Open AccessExploiting CELLULOSE SYNTHASE (CESA) class-specificity to probe cellulose microfibril biosynthesis

Manoj Kumar, Laxmi Mishra, Paul Carr, Michael Pilling, Peter Gardner, Shawn D. Mansfield and Simon R. Turner
Plant Physiology (2018)

Cellulose microfibrils are the basic units of cellulose in plants. The structure of these microfibrils is at least partly determined by the structure of the cellulose synthase complex. In higher plants, this complex is composed of 18 to 24 catalytic subunits known as CELLULOSE SYNTHASE A (CESA) proteins.
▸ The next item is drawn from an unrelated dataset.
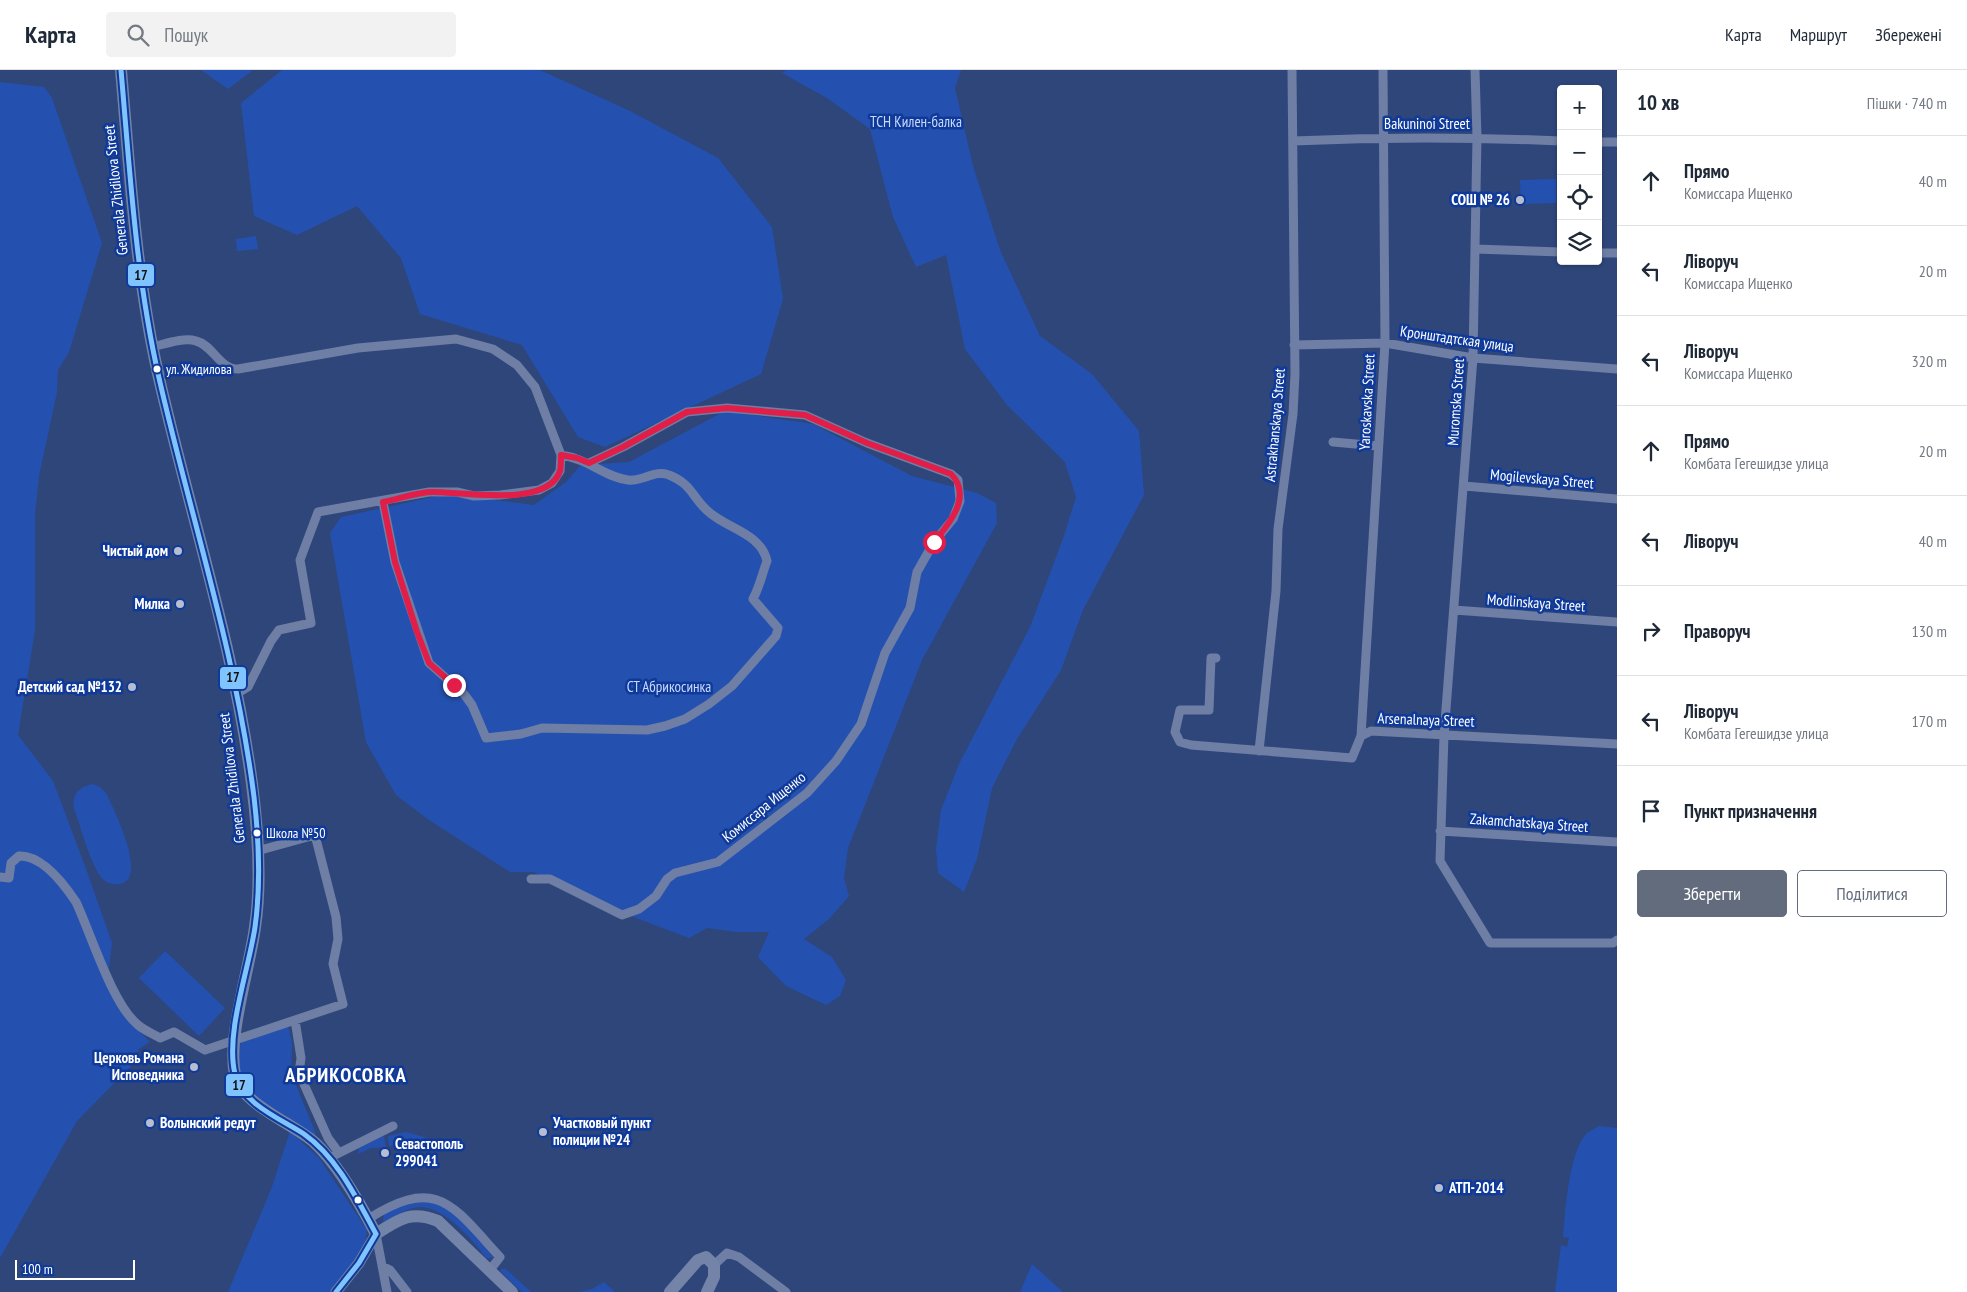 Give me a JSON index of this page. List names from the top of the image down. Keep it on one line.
{"streets":{"main road":["Generala Zhidilova Street"],"street":["Bakuninoi Street","Кронштадтская улица","Yaroskavska Street","Muromska Street","Astrakhanskaya Street","Mogilevskaya Street","Modlinskaya Street","Arsenalnaya Street","Комиссара Ищенко","Zakamchatskaya Street"]},"crossings":[["Bakuninoi Street","Yaroskavska Street"],["Bakuninoi Street","Muromska Street"],["Bakuninoi Street","Astrakhanskaya Street"],["Кронштадтская улица","Yaroskavska Street"],["Кронштадтская улица","Muromska Street"],["Кронштадтская улица","Astrakhanskaya Street"],["Yaroskavska Street","Arsenalnaya Street"],["Muromska Street","Mogilevskaya Street"],["Muromska Street","Modlinskaya Street"],["Muromska Street","Arsenalnaya Street"],["Muromska Street","Zakamchatskaya Street"],["Astrakhanskaya Street","Arsenalnaya Street"]],"districts":["АБРИКОСОВКА"],"parks":["ТСН Килен-балка","СТ Абрикосинка"],"places":["СОШ № 26","ул. Жидилова","Чистый дом","Милка","Детский сад №132","Школа №50","Церковь Романа Исповедника","Волынский редут","Участковый пункт полиции №24","Севастополь 299041","АТП-2014"],"lines":["transit line 17"],"scale_bar":"100 m","page":{"header":"Карта","search":"Пошук","nav":["Карта","Маршрут","Збережені"],"heading":["10 хв","Пішки · 740 m"],"map_buttons":["+","−"],"list":[["Прямо","Комиссара Ищенко","40 m"],["Ліворуч","Комиссара Ищенко","20 m"],["Ліворуч","Комиссара Ищенко","320 m"],["Прямо","Комбата Гегешидзе улица","20 m"],["Ліворуч","40 m"],["Праворуч","130 m"],["Ліворуч","Комбата Гегешидзе улица","170 m"],"Пункт призначення"],"buttons":["Зберегти","Поділитися"],"scale":"100 m"}}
Three different classes of CESA proteins are required for cellulose synthesis and for secondary cell wall cellulose biosynthesis, which include CESA4, CESA7, and CESA8. To probe the relationship between CESA proteins and microfibril structure, we created mutant cesa proteins that lack catalytic activity but retain sufficient structural integrity to allow assembly of the cellulose synthase complex. Using a series of Arabidopsis mutants and genetic backgrounds, we found consistent differences in the ability of these mutant CESA proteins to complement the cellulose-deficient phenotype of the cesa null mutants. The best complementation was observed with catalytically inactive cesa4 while the equivalent mutation in cesa8 exhibited significantly lower levels of complementation. Using a variety of biophysical techniques, including ssNMR and FTIR, to study these mutant plants we found evidence for changes in cellulose microfibril structure, but these changes largely correlated with cellulose content and reflected differences in the relative proportion of primary and secondary cell walls. Our results suggest that individual CESA classes have similar roles in determining cellulose microfibril structure, and it is likely that the different effects of mutating members of different CESA classes is a consequence of their different catalytic activity and their influence on the overall rate of cellulose synthesis.